News Release

How NATO Inflames Relations with Russia

Share

Newsweek reports Monday morning: “NATO Puts Forces on Standby, Deploys Ships and Fighter Jets Near Russia.”

DAVID GIBBS, dgibbs@email.arizona.edu
Gibbs is professor of history at the University of Arizona and has written extensively on NATO.

He said today: “Coming so soon after their 20-year war in Afghanistan, U.S. officials should not be looking for new foreign interventions in the Ukraine — which risks even worse outcomes than the ‘War on Terror’ produced.”

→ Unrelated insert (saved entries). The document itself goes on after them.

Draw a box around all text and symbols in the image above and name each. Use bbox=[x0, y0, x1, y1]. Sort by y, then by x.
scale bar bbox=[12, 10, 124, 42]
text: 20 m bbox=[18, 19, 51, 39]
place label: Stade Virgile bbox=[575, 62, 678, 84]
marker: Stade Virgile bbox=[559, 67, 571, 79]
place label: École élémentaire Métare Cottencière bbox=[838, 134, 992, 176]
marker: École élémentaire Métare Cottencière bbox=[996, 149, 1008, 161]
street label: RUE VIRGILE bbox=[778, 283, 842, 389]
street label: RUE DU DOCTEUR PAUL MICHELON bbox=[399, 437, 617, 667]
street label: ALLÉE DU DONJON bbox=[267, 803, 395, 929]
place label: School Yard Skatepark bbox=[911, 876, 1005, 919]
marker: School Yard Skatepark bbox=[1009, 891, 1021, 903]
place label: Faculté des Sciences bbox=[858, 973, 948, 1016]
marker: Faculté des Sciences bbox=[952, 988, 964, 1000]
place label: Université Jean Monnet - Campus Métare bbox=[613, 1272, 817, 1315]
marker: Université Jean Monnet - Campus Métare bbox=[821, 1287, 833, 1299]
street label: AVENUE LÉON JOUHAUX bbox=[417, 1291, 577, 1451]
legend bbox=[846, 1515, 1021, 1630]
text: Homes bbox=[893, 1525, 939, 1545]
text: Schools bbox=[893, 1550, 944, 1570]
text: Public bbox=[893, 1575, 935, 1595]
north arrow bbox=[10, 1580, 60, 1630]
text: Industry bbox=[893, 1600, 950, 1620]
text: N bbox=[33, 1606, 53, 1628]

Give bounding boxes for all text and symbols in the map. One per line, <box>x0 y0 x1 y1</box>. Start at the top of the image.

He has argued regarding NATO: “it is worth recalling how much the alliance has weakened world security since the end of the Cold War, by inflaming relations with Russia. It is often forgotten that the cause of the current conflict arose from a 1990 U.S. promise that NATO would never be expanded into the former communist states of Eastern Europe. Not ‘one inch to the East,’ Russian leaders were promised by the U.S. Secretary of State at the time, James Baker. Despite this promise, NATO soon expanded into Eastern Europe, eventually placing the alliance up against Russia’s borders. The present-day U.S.-Russian conflict is the direct result of this expansion.”

Gibbs is author of the book First Do No Harm: Humanitarian Intervention and the Destruction of Yugoslavia, published by Vanderbilt University Press.